RIAU ONLINE - Target pertumbuhan ekonomi oleh Presiden terpilih Prabowo Subianto adalah mencapai 9 persen. Hal ini dinilai berat untuk dicapai oleh ekonom yang juga Direktur Center of Economic and Law Studies (Celios), Bhima Yudhistira.
Bhima mengatakan, ada sejumlah faktor yang belum bisa diandalkan untuk menyokong pertumbuhan ekonomi, seperti ekspor dan investasi langsung asing.
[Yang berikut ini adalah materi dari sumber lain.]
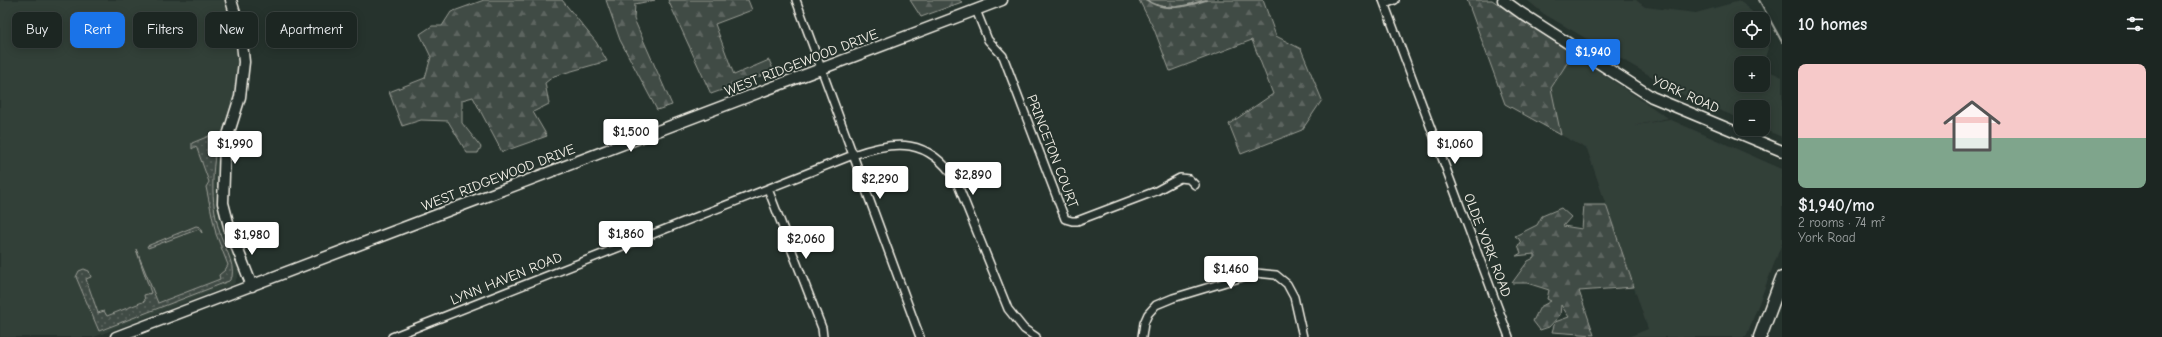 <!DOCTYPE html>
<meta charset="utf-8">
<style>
body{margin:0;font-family:"Comic Neue",sans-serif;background:#29322f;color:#f1f3f6;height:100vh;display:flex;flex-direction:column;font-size:15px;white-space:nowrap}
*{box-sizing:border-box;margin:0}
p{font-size:13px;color:#a0a5a5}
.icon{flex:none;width:22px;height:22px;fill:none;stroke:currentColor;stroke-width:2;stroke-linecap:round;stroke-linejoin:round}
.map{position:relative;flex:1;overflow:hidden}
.side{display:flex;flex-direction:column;background:#1c2622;width:380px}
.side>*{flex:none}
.top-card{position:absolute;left:12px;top:12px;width:380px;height:36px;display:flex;gap:8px}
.buttons{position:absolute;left:1734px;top:12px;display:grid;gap:8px}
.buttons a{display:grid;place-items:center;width:36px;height:36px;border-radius:8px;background:#1c2622;box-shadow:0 2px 10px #0003,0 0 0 1px #3a4340;font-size:20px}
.price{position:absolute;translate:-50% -34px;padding:0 9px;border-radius:4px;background:#fff;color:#222;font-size:13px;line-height:26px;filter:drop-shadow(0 1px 2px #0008)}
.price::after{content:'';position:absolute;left:50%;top:24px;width:12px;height:9px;margin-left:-6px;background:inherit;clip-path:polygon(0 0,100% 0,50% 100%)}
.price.current{background:#1a73e8;color:#fff}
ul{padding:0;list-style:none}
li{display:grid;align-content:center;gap:8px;height:212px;padding:0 16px}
li span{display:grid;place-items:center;height:124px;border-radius:8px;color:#555}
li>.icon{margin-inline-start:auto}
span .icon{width:72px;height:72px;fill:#fffc;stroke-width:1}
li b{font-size:17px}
h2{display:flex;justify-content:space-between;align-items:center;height:48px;padding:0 16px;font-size:17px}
.chip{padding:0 14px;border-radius:8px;background:#1c2622;box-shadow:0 2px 10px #0003,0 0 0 1px #3a4340;font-size:14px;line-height:36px}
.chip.current{background:#1a73e8;color:#fff}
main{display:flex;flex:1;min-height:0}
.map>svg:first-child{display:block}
.built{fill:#333f39}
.grass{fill:url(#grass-dots);stroke:#9a9e96}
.forest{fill:url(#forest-firs);stroke:#9a9e96}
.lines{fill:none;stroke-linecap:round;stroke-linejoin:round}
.stream{stroke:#9fa39b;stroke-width:2}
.street-casing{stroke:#f4f1e8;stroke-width:10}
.secondary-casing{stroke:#f4f1e8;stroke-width:13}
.primary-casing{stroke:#f4f1e8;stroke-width:15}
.street{stroke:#26332d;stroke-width:7}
.secondary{stroke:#26332d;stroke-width:10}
.primary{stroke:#26332d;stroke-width:12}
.labels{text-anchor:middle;stroke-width:4;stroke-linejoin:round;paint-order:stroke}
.street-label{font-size:14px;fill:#f4f1e8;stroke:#26332d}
</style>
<main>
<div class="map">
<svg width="1782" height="337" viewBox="0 0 1782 337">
<defs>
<pattern id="grass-dots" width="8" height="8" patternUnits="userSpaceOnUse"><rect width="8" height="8" fill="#414b45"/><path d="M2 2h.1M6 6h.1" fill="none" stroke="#5d6560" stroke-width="1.8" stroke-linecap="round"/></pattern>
<pattern id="forest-firs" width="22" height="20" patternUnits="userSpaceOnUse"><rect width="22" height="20" fill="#414b45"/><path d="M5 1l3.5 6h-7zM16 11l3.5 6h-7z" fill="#5d6560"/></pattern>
</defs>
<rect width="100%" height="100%" fill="#26332d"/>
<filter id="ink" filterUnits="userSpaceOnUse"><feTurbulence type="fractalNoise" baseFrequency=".025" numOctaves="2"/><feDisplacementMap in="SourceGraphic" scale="8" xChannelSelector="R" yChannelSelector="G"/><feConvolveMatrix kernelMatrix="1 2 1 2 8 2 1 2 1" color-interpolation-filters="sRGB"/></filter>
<g filter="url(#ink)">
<!-- built -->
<path class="built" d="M0 0H228L239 48V80L220 159 218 194 224 230 239 269V273L234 284 94 337H0Z
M1527 0H1636L1645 7 1696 13 1740 1 1760 19H1741V41H1763V30L1768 49 1763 64 1741 63V85H1763V68L1782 77V137L1763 129V107H1741V119L1685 96 1544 14Z
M1573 54 1668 118 1633 126 1669 119 1782 169V243L1746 337H1628L1648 329 1587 149 1561 135 1551 88Z"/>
<!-- grass -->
<path class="grass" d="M209 136 218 138C212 168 210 200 219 230 223 245 235 262 232 277L229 281 99 331 76 277 79 271 84 269 89 271 91 277 86 279 98 313 104 311 107 316 145 301 144 295 151 293 136 249 158 303 220 279 219 275 225 270 228 265 216 234 206 187 209 182 196 146 192 149V143Z
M196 226 200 227 202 233 199 229 148 248 147 246Z"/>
<!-- forest -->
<path class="forest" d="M484 0H562L596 42 607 61 554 76 545 83 549 104 533 112 547 136 502 152 473 97 462 100V123L481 147 478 153H467L448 121 421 120 402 126 389 92 425 78 431 57 420 34 432 26H442L451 12Z
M606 0H655L635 4 634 19 672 105 657 110 620 40Z
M668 0H748L752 10 715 24 734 75 769 60 774 71 711 94Z
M910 0H959L962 2 921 17Z
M1139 0H1263L1276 36 1301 49 1322 100 1302 130 1241 154 1229 124 1273 94 1252 40 1170 71 1154 29Z
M1467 0H1492L1573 54 1551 88 1561 135 1505 104Z
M1584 205H1606L1634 287 1579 291 1594 335 1552 332 1555 322 1569 317 1561 305 1560 315 1549 327 1540 330 1533 321 1540 307 1551 301 1547 299 1549 290 1527 283H1512L1528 261 1534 258V254L1516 256 1521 253 1518 245 1521 243 1519 239 1515 236 1537 225 1542 216 1561 208 1571 217 1563 226 1582 229Z"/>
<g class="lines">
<!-- stream -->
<path class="stream" d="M1147 0C1164 13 1187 6 1206 0
M1759 0 1782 42"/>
<defs>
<path id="street" d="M796 0 920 337
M1383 0 1509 337
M1385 4 1395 0
M976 10 988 40 1003 56 1065 219 1072 221H1077L1156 191 1180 178 1189 179 1195 185
M768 189 822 328 823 337
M392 337 853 155C896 140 928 138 956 180L1008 309 1024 329 1036 337
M1142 337 1144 323 1148 314 1156 305 1173 298 1256 273 1276 275 1287 284 1294 297 1303 337"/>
<path id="secondary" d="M231 0 241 34 244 62 240 97 225 145 223 203 230 230 252 286
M1503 0 1521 13 1652 97 1782 151
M116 337 1002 0"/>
<path id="primary" d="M1760 337 1782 278"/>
</defs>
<!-- street casing -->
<use href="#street" class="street-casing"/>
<!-- secondary casing -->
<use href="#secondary" class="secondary-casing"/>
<!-- primary casing -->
<use href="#primary" class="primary-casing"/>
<!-- street -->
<use href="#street" class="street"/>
<!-- secondary -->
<use href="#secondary" class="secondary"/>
<!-- primary -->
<use href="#primary" class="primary"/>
</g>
</g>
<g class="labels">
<!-- street labels -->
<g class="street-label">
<text transform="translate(801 62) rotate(-21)" y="5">WEST RIDGEWOOD DRIVE</text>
<text transform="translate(1686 94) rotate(24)" y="5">YORK ROAD</text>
<text transform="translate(1053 151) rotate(69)" y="5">PRINCETON COURT</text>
<text transform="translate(498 177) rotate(-21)" y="5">WEST RIDGEWOOD DRIVE</text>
<text transform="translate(1488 245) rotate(69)" y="5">OLDE YORK ROAD</text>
<text transform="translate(506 278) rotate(-22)" y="5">LYNN HAVEN ROAD</text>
</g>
</g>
</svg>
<div class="buttons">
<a><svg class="icon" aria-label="locate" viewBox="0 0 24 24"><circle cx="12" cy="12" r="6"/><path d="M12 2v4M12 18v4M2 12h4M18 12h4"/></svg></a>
<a>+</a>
<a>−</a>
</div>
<b class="price current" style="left:1593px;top:73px">$1,940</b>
<b class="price" style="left:631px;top:153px">$1,500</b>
<b class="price" style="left:235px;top:165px">$1,990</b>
<b class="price" style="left:1455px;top:165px">$1,060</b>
<b class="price" style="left:973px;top:196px">$2,890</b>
<b class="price" style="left:880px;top:200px">$2,290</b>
<b class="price" style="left:626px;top:255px">$1,860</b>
<b class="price" style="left:252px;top:256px">$1,980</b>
<b class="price" style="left:806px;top:260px">$2,060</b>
<b class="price" style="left:1231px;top:290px">$1,460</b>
<div class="top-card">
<a class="chip">Buy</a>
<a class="chip current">Rent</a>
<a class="chip">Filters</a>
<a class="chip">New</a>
<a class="chip">Apartment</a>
</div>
</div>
<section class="side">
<h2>10 homes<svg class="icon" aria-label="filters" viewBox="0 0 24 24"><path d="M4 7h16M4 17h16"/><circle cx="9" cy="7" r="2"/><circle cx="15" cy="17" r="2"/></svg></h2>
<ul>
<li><span style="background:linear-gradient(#f6c9c9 60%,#7fa58c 0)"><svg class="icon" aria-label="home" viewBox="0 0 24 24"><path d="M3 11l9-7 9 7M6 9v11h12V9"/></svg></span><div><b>$1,940/mo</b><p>2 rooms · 74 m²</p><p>York Road</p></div></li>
</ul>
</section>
</main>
“Terlalu overshoot target pertumbuhan ekonomi Prabowo. Motor ekspor dan investasi langsung asing (FDI) belum bisa diandalkan," kata Bhima, dikutip dari KUMPARAN, Sabtu, 12 Oktober 2024.
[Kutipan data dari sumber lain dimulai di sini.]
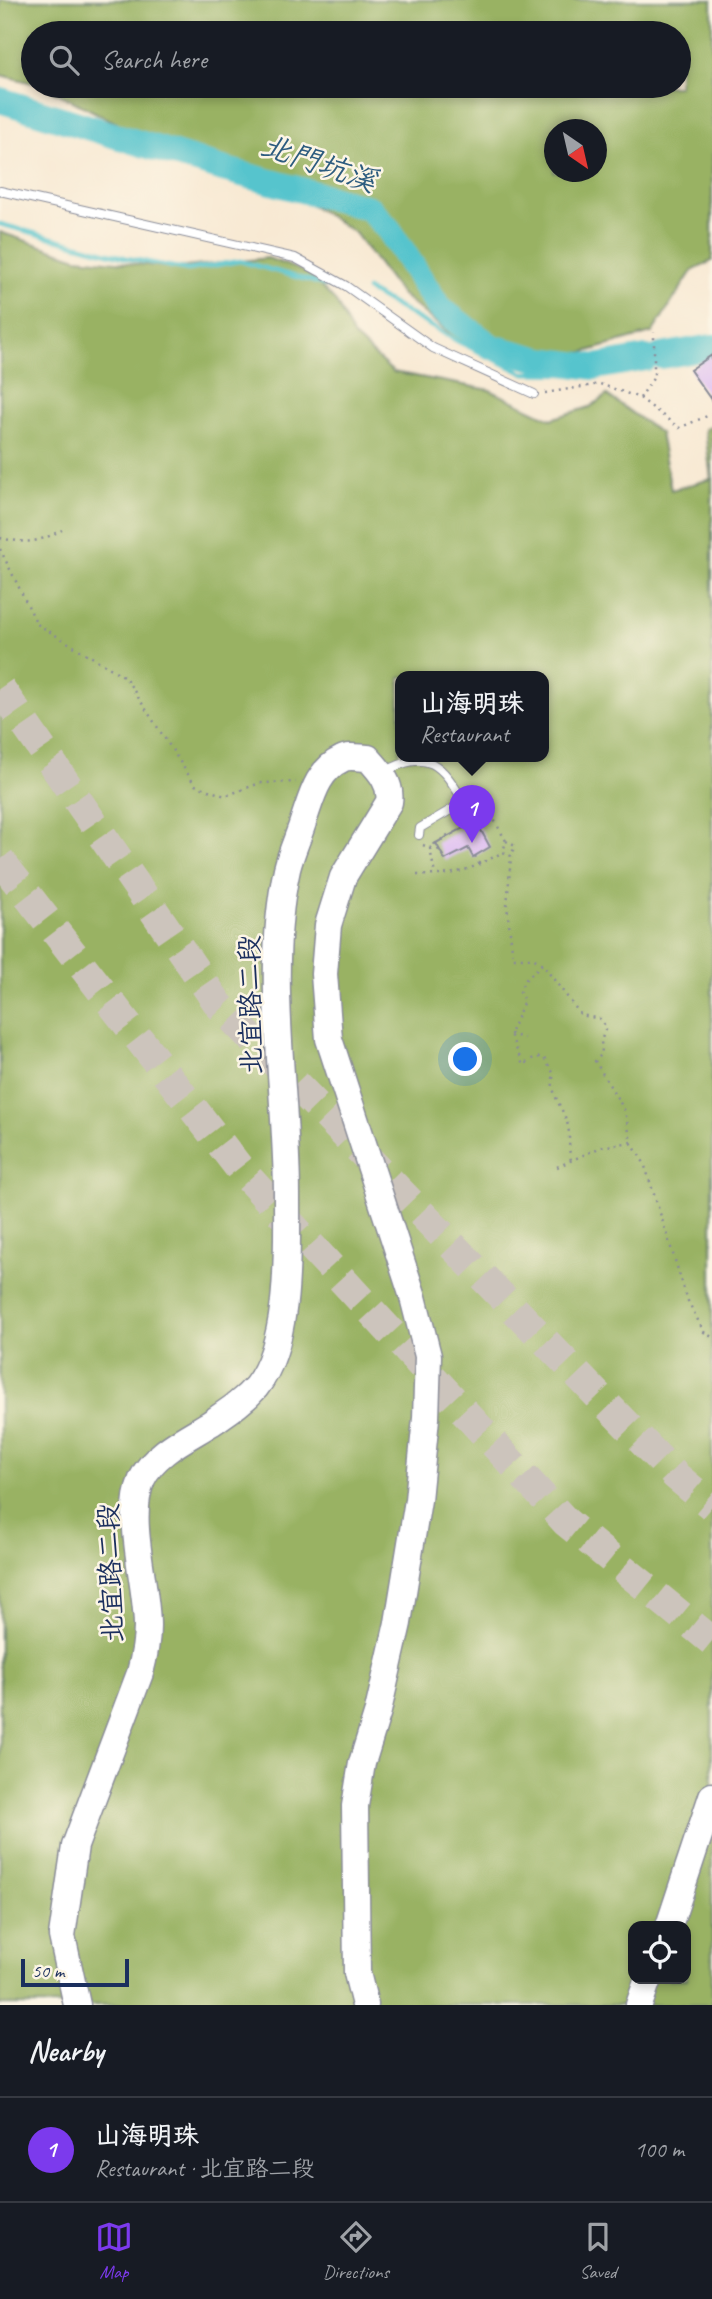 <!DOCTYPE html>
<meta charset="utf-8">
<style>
body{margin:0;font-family:Caveat,"LXGW WenKai TC",sans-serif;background:#20242c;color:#f1f3f6}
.controls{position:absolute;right:21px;bottom:21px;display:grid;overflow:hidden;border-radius:14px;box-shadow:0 4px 10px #0003}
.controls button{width:63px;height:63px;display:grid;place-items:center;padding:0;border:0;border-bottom:2px solid #363941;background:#171b24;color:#f1f3f6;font:35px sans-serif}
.compass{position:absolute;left:544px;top:119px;width:63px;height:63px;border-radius:50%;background:#171b24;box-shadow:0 4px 10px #0003;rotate:146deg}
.scale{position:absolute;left:21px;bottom:18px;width:108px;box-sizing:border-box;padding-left:7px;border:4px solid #1b2f5e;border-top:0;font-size:19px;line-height:24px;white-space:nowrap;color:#1b2f5e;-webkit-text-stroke:5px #fcf5e5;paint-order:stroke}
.you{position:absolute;left:466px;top:1060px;width:24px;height:24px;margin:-18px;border:5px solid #fff;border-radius:50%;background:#1a73e8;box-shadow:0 0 0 10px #1a73e833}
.badge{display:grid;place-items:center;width:46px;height:46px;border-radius:50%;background:#7c3aed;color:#fff;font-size:23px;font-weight:700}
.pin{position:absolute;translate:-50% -58px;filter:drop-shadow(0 2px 4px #0008)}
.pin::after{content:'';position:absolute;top:37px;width:24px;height:21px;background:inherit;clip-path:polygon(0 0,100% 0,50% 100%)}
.popup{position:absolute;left:395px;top:671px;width:154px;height:91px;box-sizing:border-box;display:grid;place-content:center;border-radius:14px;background:#171b24;filter:drop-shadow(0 2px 5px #0005);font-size:23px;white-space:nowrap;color:#9ea1a6}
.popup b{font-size:26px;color:#f1f3f6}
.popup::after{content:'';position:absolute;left:50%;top:100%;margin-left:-14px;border:14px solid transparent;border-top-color:#171b24}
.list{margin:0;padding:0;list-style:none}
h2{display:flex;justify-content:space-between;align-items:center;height:91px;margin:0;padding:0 28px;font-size:30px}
h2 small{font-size:23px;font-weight:400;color:#9ea1a6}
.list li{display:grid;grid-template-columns:46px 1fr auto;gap:21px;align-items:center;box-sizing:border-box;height:105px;padding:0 28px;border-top:2px solid #363941}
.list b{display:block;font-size:26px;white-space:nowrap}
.list p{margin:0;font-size:23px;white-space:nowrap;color:#9ea1a6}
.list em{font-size:23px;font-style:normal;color:#9ea1a6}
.icon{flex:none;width:38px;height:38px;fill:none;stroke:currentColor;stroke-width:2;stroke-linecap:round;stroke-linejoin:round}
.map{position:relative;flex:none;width:712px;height:2005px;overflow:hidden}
.search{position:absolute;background:#171b24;box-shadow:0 4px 10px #0003;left:21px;right:21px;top:21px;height:77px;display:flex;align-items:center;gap:18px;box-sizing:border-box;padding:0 24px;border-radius:38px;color:#9ea1a6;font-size:26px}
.sheet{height:196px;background:#171b24}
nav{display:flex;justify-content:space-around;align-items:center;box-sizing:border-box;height:98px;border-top:2px solid #363941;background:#171b24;font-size:19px;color:#9ea1a6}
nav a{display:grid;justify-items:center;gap:4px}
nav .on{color:#7c3aed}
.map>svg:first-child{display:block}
.forest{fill:#99b264;stroke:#5a7061;stroke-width:2;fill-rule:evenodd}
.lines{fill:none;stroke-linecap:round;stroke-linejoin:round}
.stream{stroke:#57c4cd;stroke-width:4.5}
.river{stroke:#57c4cd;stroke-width:26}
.building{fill:#d5adf7}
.motorway-tunnel{stroke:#ccc4bc;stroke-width:30;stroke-dasharray:30 15;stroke-linecap:butt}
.service-casing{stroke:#8a8c98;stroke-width:10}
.primary-casing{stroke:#8a8c98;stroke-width:29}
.path{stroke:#8a8c98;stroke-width:2.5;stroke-dasharray:2 5;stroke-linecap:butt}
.service{stroke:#fff;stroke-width:8}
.primary{stroke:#fff;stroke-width:26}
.labels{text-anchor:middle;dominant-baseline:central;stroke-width:5;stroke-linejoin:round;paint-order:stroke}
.street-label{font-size:28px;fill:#1b2f5e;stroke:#fcf5e5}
.water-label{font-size:30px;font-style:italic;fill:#2d5c7f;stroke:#fcf5e5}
</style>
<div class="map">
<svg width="712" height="2005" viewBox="0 0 712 2005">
<rect width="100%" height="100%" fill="#fcf5e5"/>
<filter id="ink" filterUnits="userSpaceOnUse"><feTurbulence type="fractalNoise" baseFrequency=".0143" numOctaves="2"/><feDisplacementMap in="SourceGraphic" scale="14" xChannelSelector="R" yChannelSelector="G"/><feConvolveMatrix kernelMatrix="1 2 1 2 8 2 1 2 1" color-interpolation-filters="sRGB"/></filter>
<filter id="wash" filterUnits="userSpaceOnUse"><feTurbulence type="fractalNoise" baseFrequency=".00686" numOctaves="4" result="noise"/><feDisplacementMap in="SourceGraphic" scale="28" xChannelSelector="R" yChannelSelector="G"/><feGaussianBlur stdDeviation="1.57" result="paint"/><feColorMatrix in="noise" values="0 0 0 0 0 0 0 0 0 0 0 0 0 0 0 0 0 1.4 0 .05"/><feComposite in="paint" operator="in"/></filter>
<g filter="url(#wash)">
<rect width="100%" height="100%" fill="#f8e9d3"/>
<!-- forest -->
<g class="forest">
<path d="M0 0H712V261L692 271 652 333 585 352 505 363 458 341 401 294 355 233 302 199 208 169 43 86H679V33H33V83L0 75ZM554 130H596V172H554Z"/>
<path d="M0 232 77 258 176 268 268 258 308 273 336 302 354 337 393 372 490 390 551 419 590 407 607 395 660 433 671 490 711 479 705 429 712 426V2005H0ZM400 677H544V757H400ZM633 1926H686V1979H633Z"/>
</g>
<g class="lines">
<!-- stream -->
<g class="stream">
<polyline points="0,224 127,258 188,270 240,261 328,286"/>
<polyline points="367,290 459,342 523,373 568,374 595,367"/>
</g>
<!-- river -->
<g class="river">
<polyline points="0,100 223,169 369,208 389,230 440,309 492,347 542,360 595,367 646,358"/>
<polyline points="661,356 712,347"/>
</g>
</g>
<g id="blocks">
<!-- building -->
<g class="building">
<polygon points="712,355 712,401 690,370"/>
<polygon points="476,821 490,847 473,857 468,848 445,860 436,843"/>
</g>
</g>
</g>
<g filter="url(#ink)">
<use href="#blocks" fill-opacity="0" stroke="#8a8c98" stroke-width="2"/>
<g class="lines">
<!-- motorway-tunnel -->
<g class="motorway-tunnel">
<polyline points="0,688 219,1005 676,1476 712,1506"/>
<polyline points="0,860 240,1169 566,1522 712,1641"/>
</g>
<!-- service casing -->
<g class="service-casing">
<g id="service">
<polyline points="0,191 295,258 346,286 433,348 534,394"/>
<path d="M384 772C429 748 441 764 464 802L420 828 419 835"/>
</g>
</g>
<!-- primary casing -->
<g class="primary-casing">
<g id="primary">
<polyline points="669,1926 712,1796"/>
<path d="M77 2005 62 1936 75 1846 140 1673C144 1658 147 1642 147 1626 147 1583 125 1519 142 1479 154 1453 187 1438 211 1423 227 1412 243 1402 256 1387 291 1343 287 1250 287 1196 287 1090 264 974 287 869 291 852 299 836 304 819 312 796 318 770 342 759 349 755 360 758 368 758 380 771 392 784 389 802L343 877 328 925 324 974 329 1039 413 1297 428 1356 426 1418 418 1500 398 1623 378 1711 362 1763 355 1806 357 1973 365 2005"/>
<polyline points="639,2005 648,1979"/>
</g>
</g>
<!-- path -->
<g class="path">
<polyline points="545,393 600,384 640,398 679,428 712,414"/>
<polyline points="640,398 654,377 654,332"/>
<path d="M0 538C29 544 36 543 62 530"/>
<polyline points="0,549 37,624 125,677 195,785 225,796 260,783 296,782"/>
<polyline points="475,804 487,807 506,841 503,852 511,856 507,906 513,958 533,958 542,964 581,1015 600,1019 606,1027 601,1041 602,1054 595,1061 625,1111 631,1142 644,1163 688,1301 704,1332 712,1337"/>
<polyline points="506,841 515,846 511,856"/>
<polyline points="434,843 444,858"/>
<polyline points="423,845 430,848 449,834"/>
<polyline points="430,848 435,875"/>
<polyline points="475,856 480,865"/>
<path d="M417 875C454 877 470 870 503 852"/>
<path d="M542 964 524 981 520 992 524 1001 510 1034 523 1065 535 1057 544 1058 554 1074C548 1093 564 1108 568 1126 570 1136 568 1148 571 1160"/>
<polyline points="510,1034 524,1038"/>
<polyline points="557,1167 601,1147 631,1142"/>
</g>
<!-- service -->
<use href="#service" class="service"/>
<!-- primary -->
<use href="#primary" class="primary"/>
</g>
</g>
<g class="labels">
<!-- street labels -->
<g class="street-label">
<text transform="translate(250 1005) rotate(-91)">北宜路二段</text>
<text transform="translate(110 1573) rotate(-92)">北宜路二段</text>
</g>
<!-- water labels -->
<g class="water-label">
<text transform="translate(319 163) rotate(19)">北門坑溪</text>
</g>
</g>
</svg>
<div class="controls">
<button><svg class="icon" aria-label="locate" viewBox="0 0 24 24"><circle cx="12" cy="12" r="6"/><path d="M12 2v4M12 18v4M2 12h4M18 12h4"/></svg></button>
</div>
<svg class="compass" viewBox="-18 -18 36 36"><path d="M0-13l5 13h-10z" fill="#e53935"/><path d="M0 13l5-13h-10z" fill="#9ea1a6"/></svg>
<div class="scale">50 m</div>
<div class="you"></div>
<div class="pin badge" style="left:472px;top:843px">1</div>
<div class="popup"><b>山海明珠</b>Restaurant</div>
<div class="search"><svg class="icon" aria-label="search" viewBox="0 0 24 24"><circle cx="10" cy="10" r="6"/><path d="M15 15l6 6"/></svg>Search here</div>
</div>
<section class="sheet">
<h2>Nearby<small></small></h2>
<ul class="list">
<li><span class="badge">1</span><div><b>山海明珠</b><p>Restaurant · 北宜路二段</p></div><em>100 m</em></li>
</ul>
</section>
<nav>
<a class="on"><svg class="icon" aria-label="map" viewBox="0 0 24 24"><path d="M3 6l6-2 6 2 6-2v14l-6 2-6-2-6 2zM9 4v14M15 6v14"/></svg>Map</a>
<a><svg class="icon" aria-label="directions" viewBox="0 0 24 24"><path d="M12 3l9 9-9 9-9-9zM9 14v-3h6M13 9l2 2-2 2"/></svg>Directions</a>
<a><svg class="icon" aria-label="saved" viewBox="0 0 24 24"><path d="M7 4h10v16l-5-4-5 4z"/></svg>Saved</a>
</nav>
"Kondisi global sedang lesu, mitra dagang terbesar Indonesia yakni China diperkirakan tumbuh 4,3 persen di 2025,” ungkap Bhima.
Bhima menjelaskan, salah satu negara yang saat ini berpengaruh dalam pertumbuhan ekonomi Indonesia adalah China.
Menurutnya, setiap pertumbuhan ekonomi China melambat 1 persen maka efeknya adalah perlambatan 0,3 persen bagi pertumbuhan ekonomi di Indonesia.
Untuk pengaruh dari dalam negeri, Bhima mengatakan konsumsi rumah tangga masih rendah.
Menurutnya, hal ini disebabkan oleh kebijakan pemerintah yang cenderung kontraktif ke kelas menengah, seperti tarif pajak PPN yang naik.
Jika mengejar pertumbuhan ekonomi yang pesat, Bhima menyarankan agar Indonesia harus lepas dari kebergantungannya akan komoditas ekstraktif.
Ke depan, Indonesia dapat mengejar komoditas yang punya nilai tambah tinggi seperti industri semikonduktor.
“Motor pertumbuhan perlu lepas dari ketergantungan komoditas ekstraktif. Kita harus kejar potensi yang nilai tambahnya tinggi seperti semiconductor yang Malaysia kini sedang fokus,” katanya.
Sedangkan untuk nikel, Bhima menuturkan perlu dibangun rantai pasok domestik agar produksi baterai dan stainless steel bisa dilakukan di dalam negeri.